Ich habe natürlich einen Screenshot von dem Chatverlauf und dem darauf folgenden Disconnect.
Gibt es denn nun irgendeine Möglichkeit (Vielleicht ein Log o.ä. auf dem Router) denn DDos irgendwie zu "beweisen", damit ich ihn dann melden kann?


----------



## Keksdose12 (25. April 2014)

Und das hat funktioniert?  klingt ja witzig (tut mir echt leid wenn es dir dein spiel verdorben hat) ich würds einfach vergessen und weiterspielen


----------



## deSpeach (25. April 2014)

Keksdose12 schrieb:


> Und das hat funktioniert?  klingt ja witzig (tut mir echt leid wenn es dir dein spiel verdorben hat) ich würds einfach vergessen und weiterspielen


Aber der Typ hatte 400 Spielstunden und war ~6 Ränge höher als ich.

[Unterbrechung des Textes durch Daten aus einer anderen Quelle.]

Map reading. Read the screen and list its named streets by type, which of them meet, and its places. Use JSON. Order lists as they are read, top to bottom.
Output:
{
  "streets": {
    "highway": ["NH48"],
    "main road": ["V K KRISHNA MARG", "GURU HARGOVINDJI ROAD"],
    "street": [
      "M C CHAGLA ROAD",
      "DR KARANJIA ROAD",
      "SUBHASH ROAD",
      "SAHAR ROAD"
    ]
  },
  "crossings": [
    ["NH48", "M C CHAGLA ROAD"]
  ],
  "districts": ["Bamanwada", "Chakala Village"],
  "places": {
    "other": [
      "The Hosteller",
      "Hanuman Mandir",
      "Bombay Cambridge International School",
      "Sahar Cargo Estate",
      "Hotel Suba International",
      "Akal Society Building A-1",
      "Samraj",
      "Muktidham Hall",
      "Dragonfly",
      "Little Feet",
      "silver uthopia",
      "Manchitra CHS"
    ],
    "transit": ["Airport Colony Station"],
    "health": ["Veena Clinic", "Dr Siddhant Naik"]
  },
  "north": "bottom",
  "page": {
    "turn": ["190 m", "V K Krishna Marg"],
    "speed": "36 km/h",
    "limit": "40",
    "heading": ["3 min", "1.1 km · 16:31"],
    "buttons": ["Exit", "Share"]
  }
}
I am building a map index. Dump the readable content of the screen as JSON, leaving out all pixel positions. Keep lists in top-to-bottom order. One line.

Aber er hat gespielt als wäre er 3 Ränge unter mir... Also denke ich, dass er das öfters macht^^
Naja, ich habe eine Log gefunden, aber die ist wegen dem Restart leer.. 

Ich habe ihn einfach mal den Support angeschrieben und die Screenshots als "Beweis" hochgeladen.
Wenn sie ihn nicht schon nicht wegen DDos bannen dann wenigstens wegen bedrohung oderso ;p

Funfact: Wir haben das Spiel 16/4 gewonnen


----------



## rackcity (25. April 2014)

da wird nichts passieren.


----------



## Panagianus (25. April 2014)

Is ja lol das der das hinbekommen hat, musst jzt halt hoffen dass sich noch mehr Leute beschweren oder deine screens als Beweis ausreichen.


----------



## zerava (26. April 2014)

Die Geschichte ist Unfug... deswegen wird es hier auch keine brauchbaren Antworten geben...


----------



## deSpeach (26. April 2014)

zerava schrieb:


> Die Geschichte ist Unfug... deswegen wird es hier auch keine brauchbaren Antworten geben...


... Ich habe einfach mal den Screenshot angehangen... Wenn du willst kann ich dir auch noch das Replay von dem Match schicken wo man auch den Chat sieht


----------



## keinnick (26. April 2014)

zerava schrieb:


> Die Geschichte ist Unfug... deswegen wird es hier auch keine brauchbaren Antworten geben...



Wieso ist die Geschichte Unfug?

@TE: Lass es einfach auf sich beruhen. Selbst wenn Du Logs hättest würde da eh nichts bei raus kommen.


----------



## joasas (26. April 2014)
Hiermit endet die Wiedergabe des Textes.